◆ **Task objective**: Should the word "north" occur in a line of the records, copy that line.

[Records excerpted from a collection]

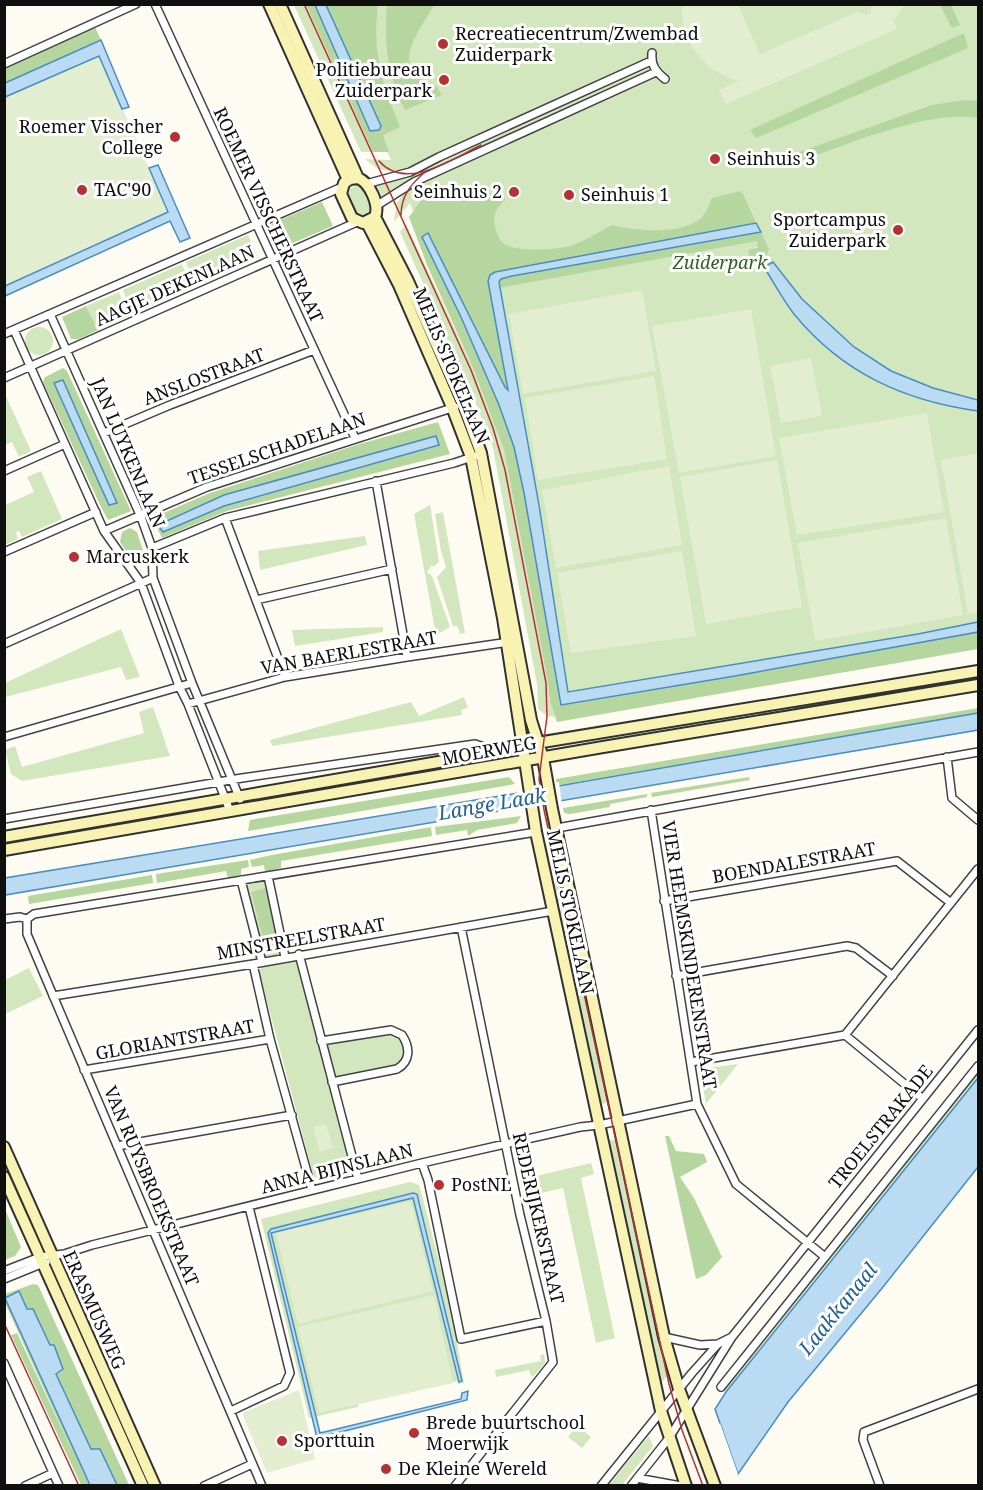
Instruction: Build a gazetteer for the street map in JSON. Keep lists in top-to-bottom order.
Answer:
{
  "streets": {
    "main road": ["MELIS STOKELAAN", "MOERWEG", "ERASMUSWEG"],
    "street": [
      "ROEMER VISSCHERSTRAAT",
      "AAGJE DEKENLAAN",
      "ANSLOSTRAAT",
      "TESSELSCHADELAAN",
      "JAN LUYKENLAAN",
      "VAN BAERLESTRAAT",
      "BOENDALESTRAAT",
      "MINSTREELSTRAAT",
      "VIER HEEMSKINDERENSTRAAT",
      "GLORIANTSTRAAT",
      "TROELSTRAKADE",
      "ANNA BIJNSLAAN",
      "VAN RUYSBROEKSTRAAT",
      "REDERIJKERSTRAAT"
    ]
  },
  "crossings": [
    ["ROEMER VISSCHERSTRAAT", "AAGJE DEKENLAAN"],
    ["ROEMER VISSCHERSTRAAT", "ANSLOSTRAAT"],
    ["ROEMER VISSCHERSTRAAT", "TESSELSCHADELAAN"],
    ["AAGJE DEKENLAAN", "MELIS STOKELAAN"],
    ["AAGJE DEKENLAAN", "JAN LUYKENLAAN"],
    ["MELIS STOKELAAN", "TESSELSCHADELAAN"],
    ["MELIS STOKELAAN", "VAN BAERLESTRAAT"],
    ["MELIS STOKELAAN", "MOERWEG"],
    ["MELIS STOKELAAN", "MINSTREELSTRAAT"],
    ["MELIS STOKELAAN", "TROELSTRAKADE"],
    ["MELIS STOKELAAN", "ANNA BIJNSLAAN"],
    ["ANSLOSTRAAT", "JAN LUYKENLAAN"],
    ["TESSELSCHADELAAN", "JAN LUYKENLAAN"],
    ["JAN LUYKENLAAN", "VAN BAERLESTRAAT"],
    ["JAN LUYKENLAAN", "MOERWEG"],
    ["BOENDALESTRAAT", "VIER HEEMSKINDERENSTRAAT"],
    ["MINSTREELSTRAAT", "VAN RUYSBROEKSTRAAT"],
    ["MINSTREELSTRAAT", "REDERIJKERSTRAAT"],
    ["VIER HEEMSKINDERENSTRAAT", "TROELSTRAKADE"],
    ["VIER HEEMSKINDERENSTRAAT", "ANNA BIJNSLAAN"],
    ["GLORIANTSTRAAT", "VAN RUYSBROEKSTRAAT"],
    ["ANNA BIJNSLAAN", "VAN RUYSBROEKSTRAAT"],
    ["ANNA BIJNSLAAN", "REDERIJKERSTRAAT"],
    ["ANNA BIJNSLAAN", "ERASMUSWEG"]
  ],
  "water": ["Lange Laak", "Laakkanaal"],
  "parks": ["Zuiderpark"],
  "places": [
    "Recreatiecentrum/Zwembad Zuiderpark",
    "Politiebureau Zuiderpark",
    "Roemer Visscher College",
    "Seinhuis 3",
    "TAC'90",
    "Seinhuis 2",
    "Seinhuis 1",
    "Sportcampus Zuiderpark",
    "Marcuskerk",
    "PostNL",
    "Brede buurtschool Moerwijk",
    "Sporttuin",
    "De Kleine Wereld"
  ]
}
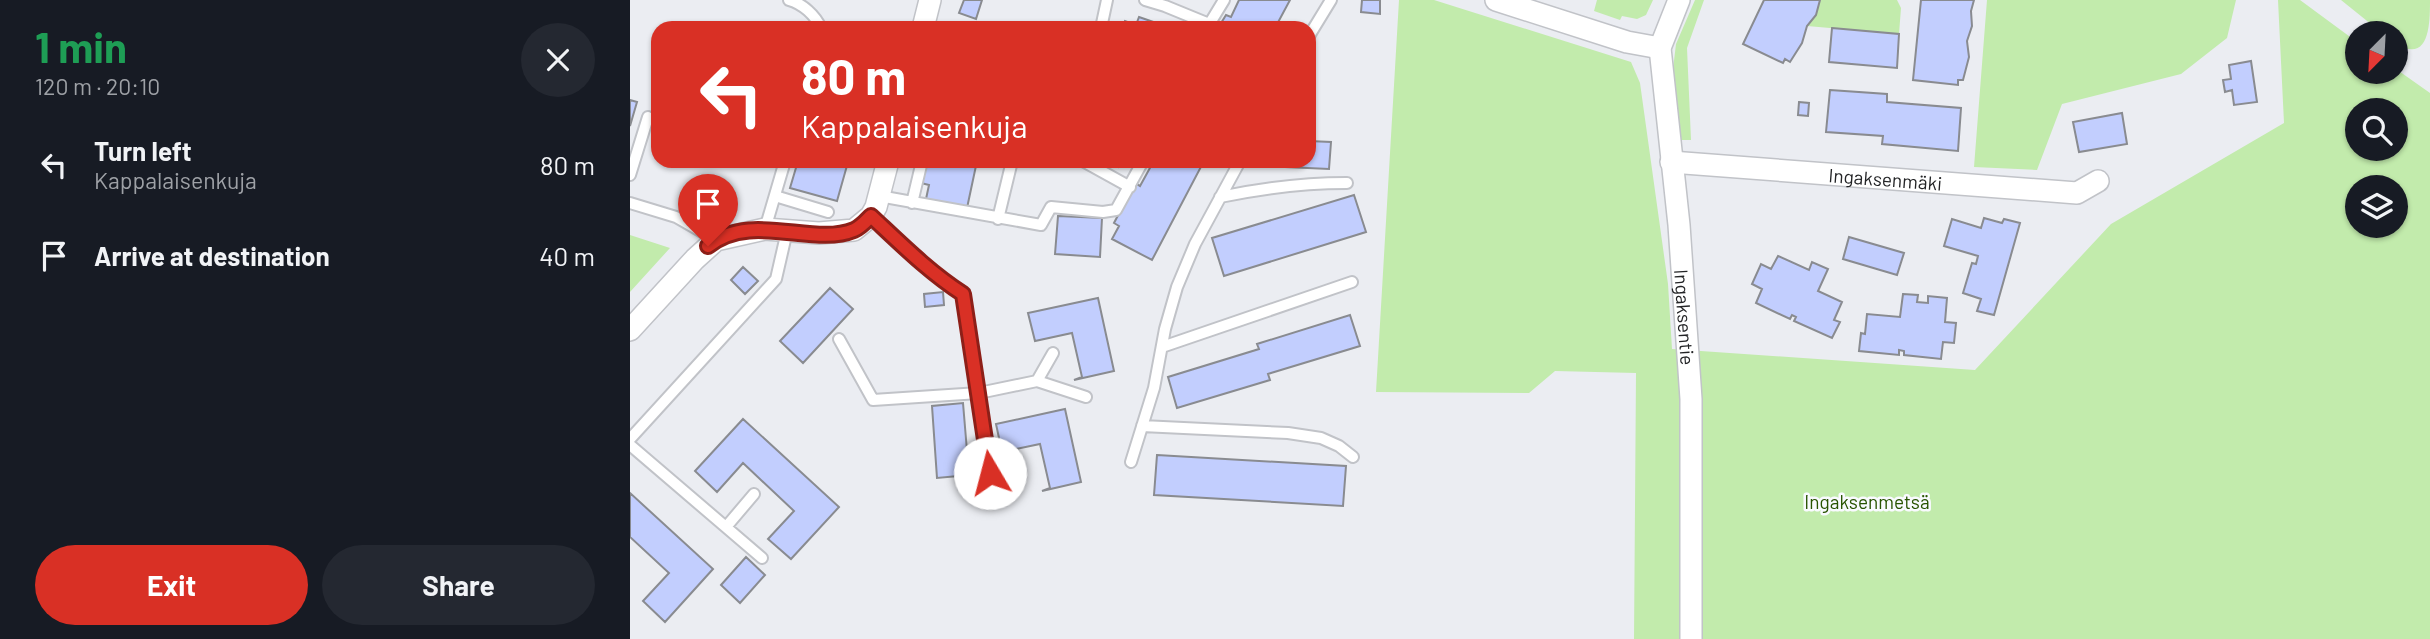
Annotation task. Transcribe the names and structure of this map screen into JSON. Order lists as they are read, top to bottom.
{
  "streets": {
    "street": ["Ingaksenmäki", "Ingaksentie"]
  },
  "crossings": [
    ["Ingaksenmäki", "Ingaksentie"]
  ],
  "parks": ["Ingaksenmetsä"],
  "north": "bottom left",
  "page": {
    "heading": ["1 min", "120 m · 20:10"],
    "turn": ["80 m", "Kappalaisenkuja"],
    "list": [
      {
        "name": "Turn left",
        "note": "Kappalaisenkuja",
        "value": "80 m"
      },
      {
        "name": "Arrive at destination",
        "value": "40 m"
      }
    ],
    "buttons": ["Exit", "Share"]
  }
}
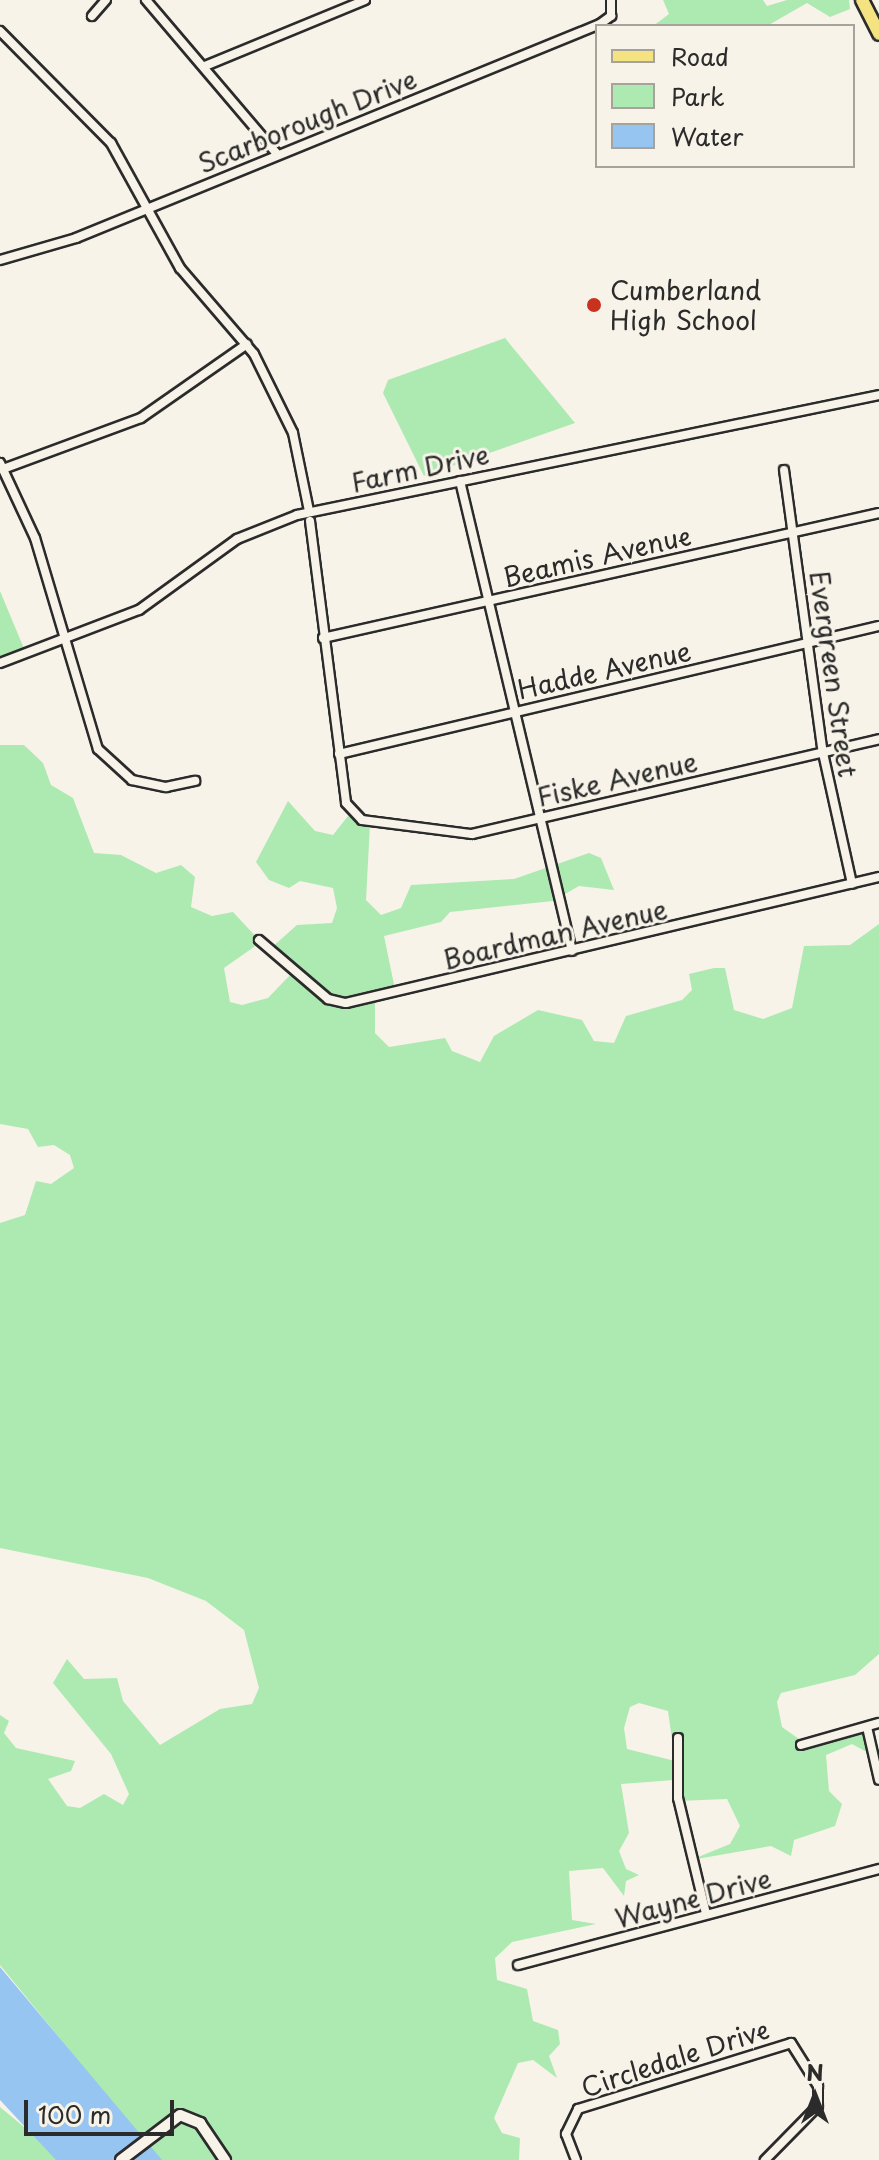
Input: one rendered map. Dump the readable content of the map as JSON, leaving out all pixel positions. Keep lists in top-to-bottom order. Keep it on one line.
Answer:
{"streets":{"street":["Scarborough Drive","Farm Drive","Beamis Avenue","Hadde Avenue","Evergreen Street","Fiske Avenue","Boardman Avenue","Wayne Drive","Circledale Drive"]},"crossings":[["Beamis Avenue","Evergreen Street"],["Hadde Avenue","Evergreen Street"],["Hadde Avenue","Fiske Avenue"],["Evergreen Street","Fiske Avenue"],["Evergreen Street","Boardman Avenue"]],"places":["Cumberland High School"],"legend":["Road","Park","Water"],"scale_bar":"100 m","north":"top"}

◆ **The completed task**:
  "north": "bottom left",
{"streets":{"street":["Scarborough Drive","Farm Drive","Beamis Avenue","Hadde Avenue","Evergreen Street","Fiske Avenue","Boardman Avenue","Wayne Drive","Circledale Drive"]},"crossings":[["Beamis Avenue","Evergreen Street"],["Hadde Avenue","Evergreen Street"],["Hadde Avenue","Fiske Avenue"],["Evergreen Street","Fiske Avenue"],["Evergreen Street","Boardman Avenue"]],"places":["Cumberland High School"],"legend":["Road","Park","Water"],"scale_bar":"100 m","north":"top"}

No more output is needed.